Views are built at run request time. We think that should be an option

  • there should be a way to amortise the cost of building views either when adding documents or at usage time. We get a load of documents everyday into the system, and for a while we watched the system come to a grinding halt while the first request indexed the views, some other times the view request returns timeout.

The problem here is that when a view is being built it just blocks any operation on that design document, which means other requests are blocked as well (unless they go to a different design doc).

We work around this problem by pre-warming all the instances, after the documents are loaded into couchdb.

Query API

View query API is quite powerful but solving all problems with map-reduce is not trivial. Recently we had to implement a functionality to find if a date range overlaps with something else. Here is the gist that does something like that.

As you can see we had to emit all the days for the network and query the view with a startkey and endkey. This is way too complicated than a simple SQL query to acheive the same result. I am lucky that my granularity is days, if you want to find the range over a hourly basis, then it is much harder. The views will get much slower and (likely) take larger space.

The view collation is quite useful and powerful, but is it very restrictive. Array or String keys are used more often than Hash Keys(pretty much useless) for view collation to retrieve a result set. Even Array keys have limitations. for example if your view emits

['abcnews', 'christiane'], ['cnn', 'christiane'], ['cnn', 'fionnuala']

then

startkey: ['cnn'], endkey : ['cnn', {}] would match

['cnn', 'christiane'], ['cnn', 'fionnuala']

But you will have to write a new view if you want to search by the newscaster. i.e. you can’t do

startkey: [{}, 'christiane'], endkey : [{}, 'fionnuala'] or

startkey: [{}, 'christiane'], endkey : [{}, 'christiane']

Date Support

Date Support is pretty primitive. I cringe everytime I have to tell my team that dates in couchdb have to be in specific format. It may more be an issue with javascript date handling. But CouchDB spidermonkey supports only one date format. I do not think couch should go towards the MongoDB Date data-type, but having Date.parse support multiple formats, or even iso8601 would be really useful.

As you can see in the gist above, we manually parse the date and build the date object. This is error prone, there are atleast 2 javascript subtleties there. (Hint: parseInt(date, 10) and javascript month being 0 indexed)

Others

There are some other issues that do not climb high on my radar.

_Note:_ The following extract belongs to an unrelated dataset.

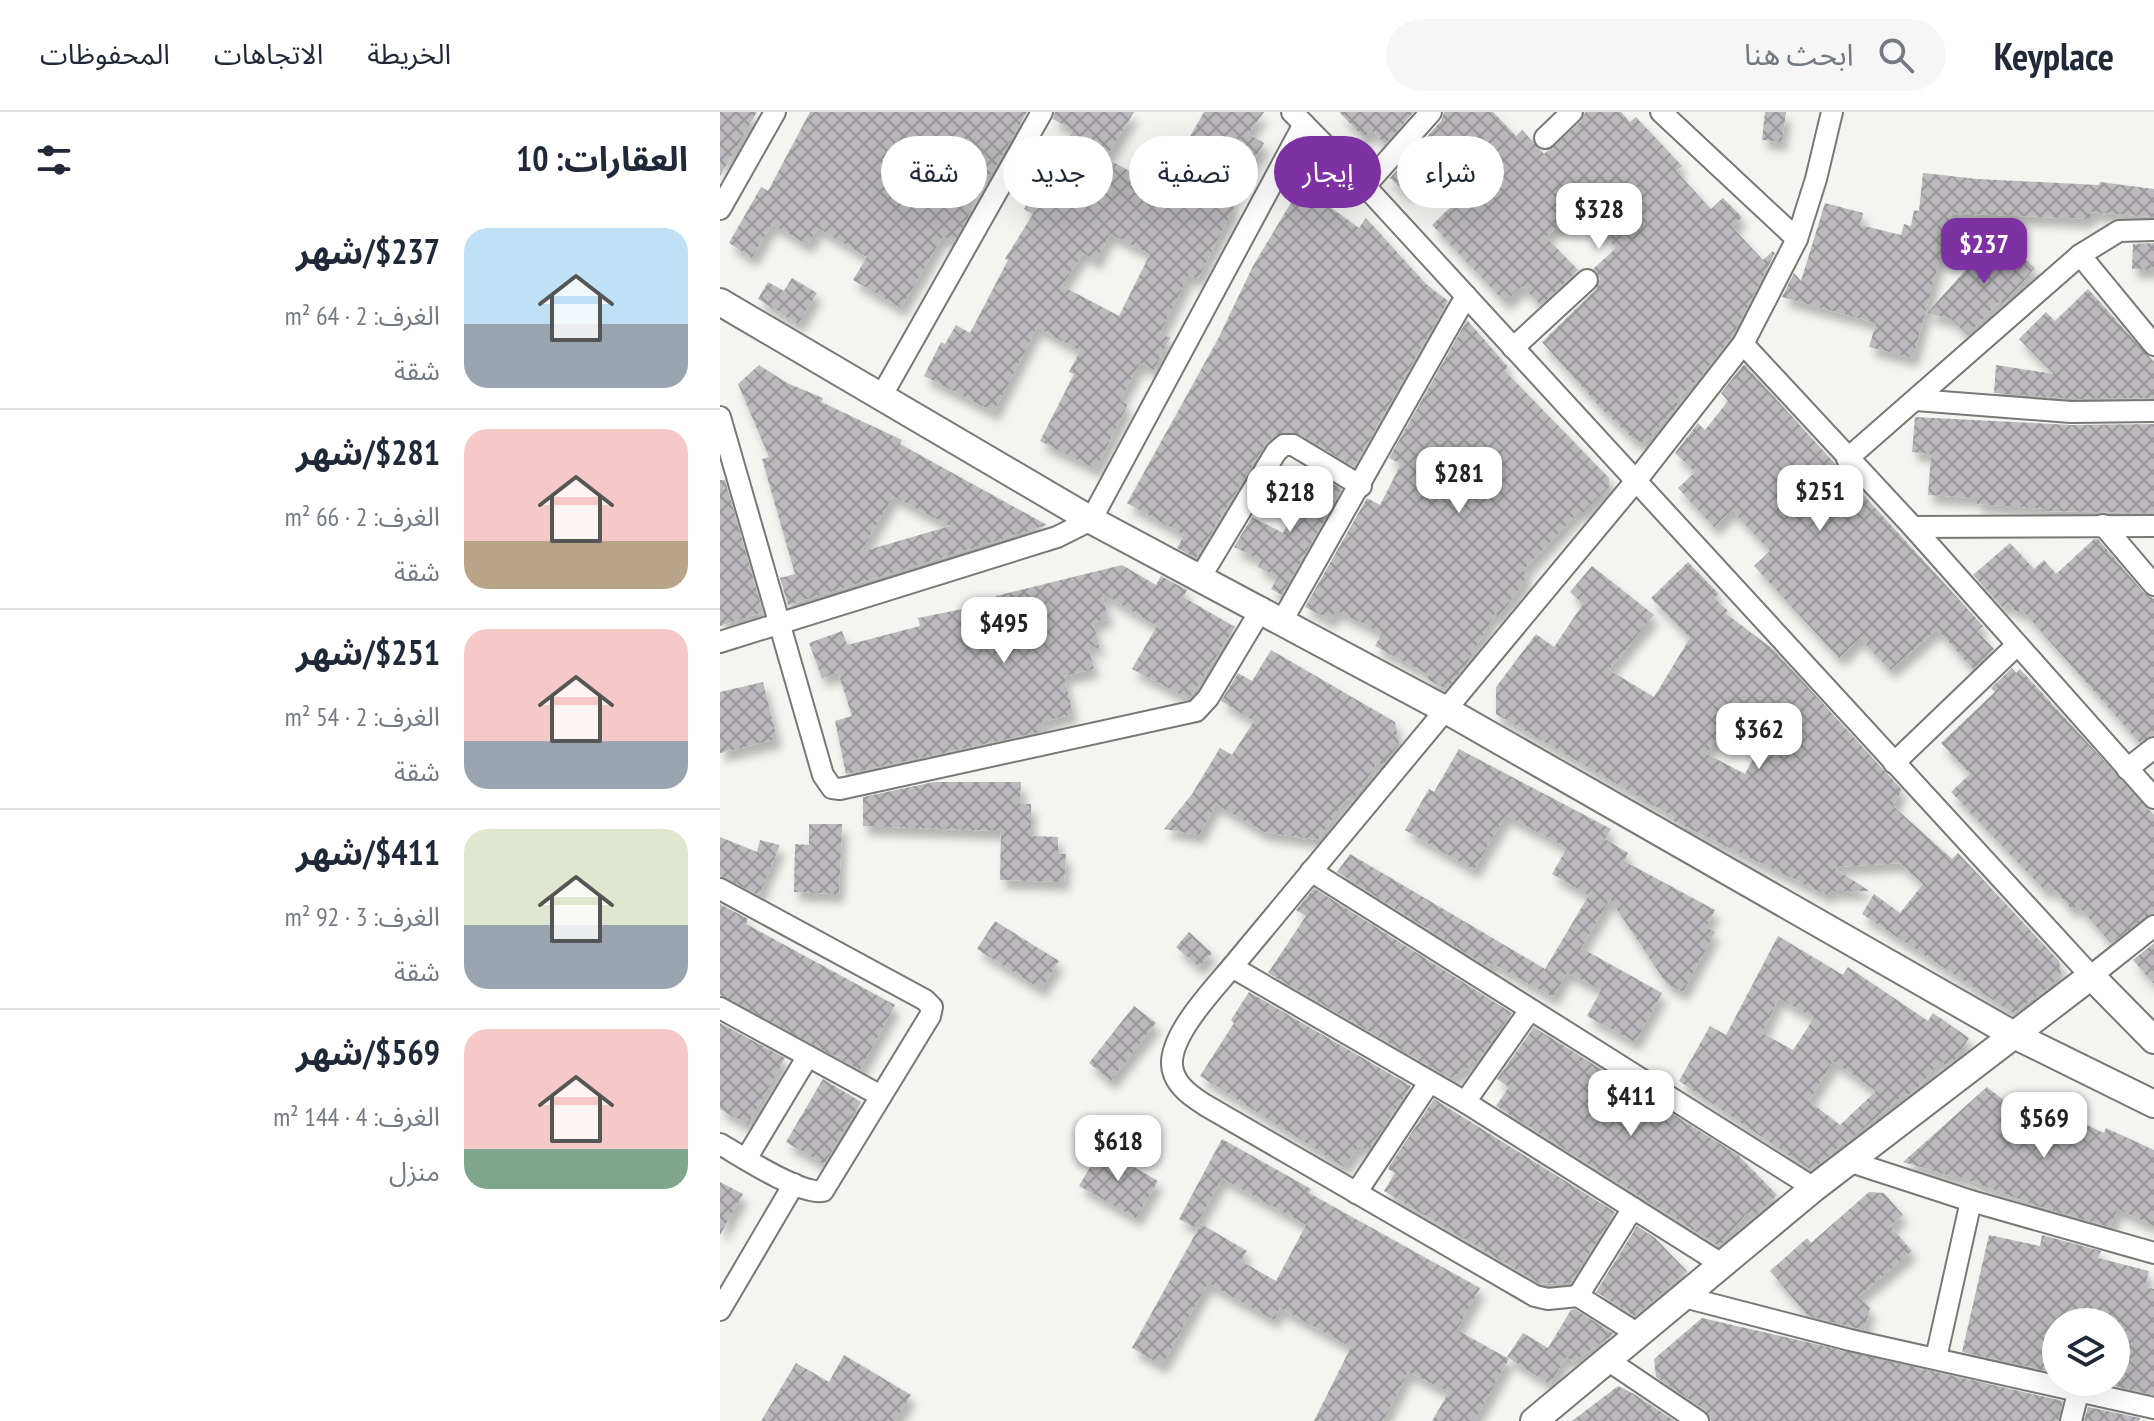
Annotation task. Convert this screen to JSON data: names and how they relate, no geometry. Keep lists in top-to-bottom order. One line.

  • Paging. It is slightly complicated in Couch and has caused a lot of confusion, but once you get the idea, it’s pretty simple to implement. We struggled with it initially, but the pattern fell into place quickly

  • Performance. The current release of Couch(1.1.1) seems to be much better on performance than the older versions. But then we would never choose Couchdb for it’s performance alone. There are other alternatives out there.